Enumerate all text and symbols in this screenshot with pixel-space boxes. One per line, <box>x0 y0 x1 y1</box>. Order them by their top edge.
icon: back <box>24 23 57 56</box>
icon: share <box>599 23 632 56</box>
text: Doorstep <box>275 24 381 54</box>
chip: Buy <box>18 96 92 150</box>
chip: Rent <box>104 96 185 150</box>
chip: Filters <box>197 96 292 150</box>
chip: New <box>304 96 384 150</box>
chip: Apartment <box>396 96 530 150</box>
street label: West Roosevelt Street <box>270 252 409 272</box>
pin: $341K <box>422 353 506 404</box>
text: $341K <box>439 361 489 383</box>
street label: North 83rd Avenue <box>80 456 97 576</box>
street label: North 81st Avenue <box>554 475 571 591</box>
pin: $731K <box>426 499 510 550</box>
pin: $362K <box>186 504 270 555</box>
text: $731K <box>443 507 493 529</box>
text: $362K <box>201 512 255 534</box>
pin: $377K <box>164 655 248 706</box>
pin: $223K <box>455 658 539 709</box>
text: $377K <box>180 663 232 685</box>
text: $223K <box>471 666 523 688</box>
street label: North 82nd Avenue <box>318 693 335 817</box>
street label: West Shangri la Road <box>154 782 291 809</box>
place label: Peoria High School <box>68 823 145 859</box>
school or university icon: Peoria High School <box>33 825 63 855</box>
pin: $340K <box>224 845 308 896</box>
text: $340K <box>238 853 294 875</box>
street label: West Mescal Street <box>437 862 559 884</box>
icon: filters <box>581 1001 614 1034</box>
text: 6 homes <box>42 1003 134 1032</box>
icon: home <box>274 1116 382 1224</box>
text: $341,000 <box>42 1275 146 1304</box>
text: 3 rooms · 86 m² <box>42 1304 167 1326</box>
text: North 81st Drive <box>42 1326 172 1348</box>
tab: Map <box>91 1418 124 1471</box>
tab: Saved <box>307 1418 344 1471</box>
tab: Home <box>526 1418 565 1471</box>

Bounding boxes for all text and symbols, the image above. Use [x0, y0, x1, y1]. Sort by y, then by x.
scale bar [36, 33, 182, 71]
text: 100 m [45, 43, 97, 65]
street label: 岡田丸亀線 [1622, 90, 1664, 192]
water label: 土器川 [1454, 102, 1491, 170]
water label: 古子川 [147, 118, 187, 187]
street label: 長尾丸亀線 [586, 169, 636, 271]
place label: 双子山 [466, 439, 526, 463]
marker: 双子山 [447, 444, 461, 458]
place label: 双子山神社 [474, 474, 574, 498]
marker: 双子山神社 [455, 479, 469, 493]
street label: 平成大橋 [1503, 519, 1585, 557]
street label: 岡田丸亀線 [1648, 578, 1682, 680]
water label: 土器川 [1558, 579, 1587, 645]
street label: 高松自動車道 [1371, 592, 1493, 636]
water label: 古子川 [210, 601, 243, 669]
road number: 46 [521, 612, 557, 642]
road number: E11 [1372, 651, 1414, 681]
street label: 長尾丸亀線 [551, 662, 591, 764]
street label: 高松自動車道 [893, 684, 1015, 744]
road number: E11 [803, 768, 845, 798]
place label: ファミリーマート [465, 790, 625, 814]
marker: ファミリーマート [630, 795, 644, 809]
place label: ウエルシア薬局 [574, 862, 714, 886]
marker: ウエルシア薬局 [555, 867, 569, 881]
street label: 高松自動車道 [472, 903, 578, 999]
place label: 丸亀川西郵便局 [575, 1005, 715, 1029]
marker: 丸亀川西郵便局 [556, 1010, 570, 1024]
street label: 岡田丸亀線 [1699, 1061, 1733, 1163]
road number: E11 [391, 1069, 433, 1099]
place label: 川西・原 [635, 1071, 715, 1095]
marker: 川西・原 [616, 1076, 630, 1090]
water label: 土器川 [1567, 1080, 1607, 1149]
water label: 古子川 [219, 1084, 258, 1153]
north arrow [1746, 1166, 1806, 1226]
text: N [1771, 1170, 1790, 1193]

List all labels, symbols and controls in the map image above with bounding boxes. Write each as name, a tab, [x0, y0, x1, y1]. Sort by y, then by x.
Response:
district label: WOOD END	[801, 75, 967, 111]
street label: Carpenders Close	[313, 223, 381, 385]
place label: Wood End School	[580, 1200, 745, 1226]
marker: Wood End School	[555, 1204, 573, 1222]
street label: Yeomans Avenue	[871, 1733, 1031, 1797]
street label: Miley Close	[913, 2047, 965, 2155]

---

Without any alteration, repeat the entire listing.

→ Solved exercise:
Enumerate all text and symbols in this screenshot with pixel-space boxes. One per line, <box>x0 y0 x1 y1</box>. Order them by their top edge.
icon: back <box>24 23 57 56</box>
icon: share <box>599 23 632 56</box>
text: Doorstep <box>275 24 381 54</box>
chip: Buy <box>18 96 92 150</box>
chip: Rent <box>104 96 185 150</box>
chip: Filters <box>197 96 292 150</box>
chip: New <box>304 96 384 150</box>
chip: Apartment <box>396 96 530 150</box>
street label: West Roosevelt Street <box>270 252 409 272</box>
pin: $341K <box>422 353 506 404</box>
text: $341K <box>439 361 489 383</box>
street label: North 83rd Avenue <box>80 456 97 576</box>
street label: North 81st Avenue <box>554 475 571 591</box>
pin: $731K <box>426 499 510 550</box>
pin: $362K <box>186 504 270 555</box>
text: $731K <box>443 507 493 529</box>
text: $362K <box>201 512 255 534</box>
pin: $377K <box>164 655 248 706</box>
pin: $223K <box>455 658 539 709</box>
text: $377K <box>180 663 232 685</box>
text: $223K <box>471 666 523 688</box>
street label: North 82nd Avenue <box>318 693 335 817</box>
street label: West Shangri la Road <box>154 782 291 809</box>
place label: Peoria High School <box>68 823 145 859</box>
school or university icon: Peoria High School <box>33 825 63 855</box>
pin: $340K <box>224 845 308 896</box>
text: $340K <box>238 853 294 875</box>
street label: West Mescal Street <box>437 862 559 884</box>
icon: filters <box>581 1001 614 1034</box>
text: 6 homes <box>42 1003 134 1032</box>
icon: home <box>274 1116 382 1224</box>
text: $341,000 <box>42 1275 146 1304</box>
text: 3 rooms · 86 m² <box>42 1304 167 1326</box>
text: North 81st Drive <box>42 1326 172 1348</box>
tab: Map <box>91 1418 124 1471</box>
tab: Saved <box>307 1418 344 1471</box>
tab: Home <box>526 1418 565 1471</box>

Bounding boxes for all text and symbols, the image above. Use [x0, y0, x1, y1]. Sort by y, then by x.
scale bar [36, 33, 182, 71]
text: 100 m [45, 43, 97, 65]
street label: 岡田丸亀線 [1622, 90, 1664, 192]
water label: 土器川 [1454, 102, 1491, 170]
water label: 古子川 [147, 118, 187, 187]
street label: 長尾丸亀線 [586, 169, 636, 271]
place label: 双子山 [466, 439, 526, 463]
marker: 双子山 [447, 444, 461, 458]
place label: 双子山神社 [474, 474, 574, 498]
marker: 双子山神社 [455, 479, 469, 493]
street label: 平成大橋 [1503, 519, 1585, 557]
street label: 岡田丸亀線 [1648, 578, 1682, 680]
water label: 土器川 [1558, 579, 1587, 645]
street label: 高松自動車道 [1371, 592, 1493, 636]
water label: 古子川 [210, 601, 243, 669]
road number: 46 [521, 612, 557, 642]
road number: E11 [1372, 651, 1414, 681]
street label: 長尾丸亀線 [551, 662, 591, 764]
street label: 高松自動車道 [893, 684, 1015, 744]
road number: E11 [803, 768, 845, 798]
place label: ファミリーマート [465, 790, 625, 814]
marker: ファミリーマート [630, 795, 644, 809]
place label: ウエルシア薬局 [574, 862, 714, 886]
marker: ウエルシア薬局 [555, 867, 569, 881]
street label: 高松自動車道 [472, 903, 578, 999]
place label: 丸亀川西郵便局 [575, 1005, 715, 1029]
marker: 丸亀川西郵便局 [556, 1010, 570, 1024]
street label: 岡田丸亀線 [1699, 1061, 1733, 1163]
road number: E11 [391, 1069, 433, 1099]
place label: 川西・原 [635, 1071, 715, 1095]
marker: 川西・原 [616, 1076, 630, 1090]
water label: 土器川 [1567, 1080, 1607, 1149]
water label: 古子川 [219, 1084, 258, 1153]
north arrow [1746, 1166, 1806, 1226]
text: N [1771, 1170, 1790, 1193]

List all labels, symbols and controls in the map image above with bounding boxes. Write each as name, a tab, [x0, y0, x1, y1]. Sort by y, then by x.
Response:
district label: WOOD END	[801, 75, 967, 111]
street label: Carpenders Close	[313, 223, 381, 385]
place label: Wood End School	[580, 1200, 745, 1226]
marker: Wood End School	[555, 1204, 573, 1222]
street label: Yeomans Avenue	[871, 1733, 1031, 1797]
street label: Miley Close	[913, 2047, 965, 2155]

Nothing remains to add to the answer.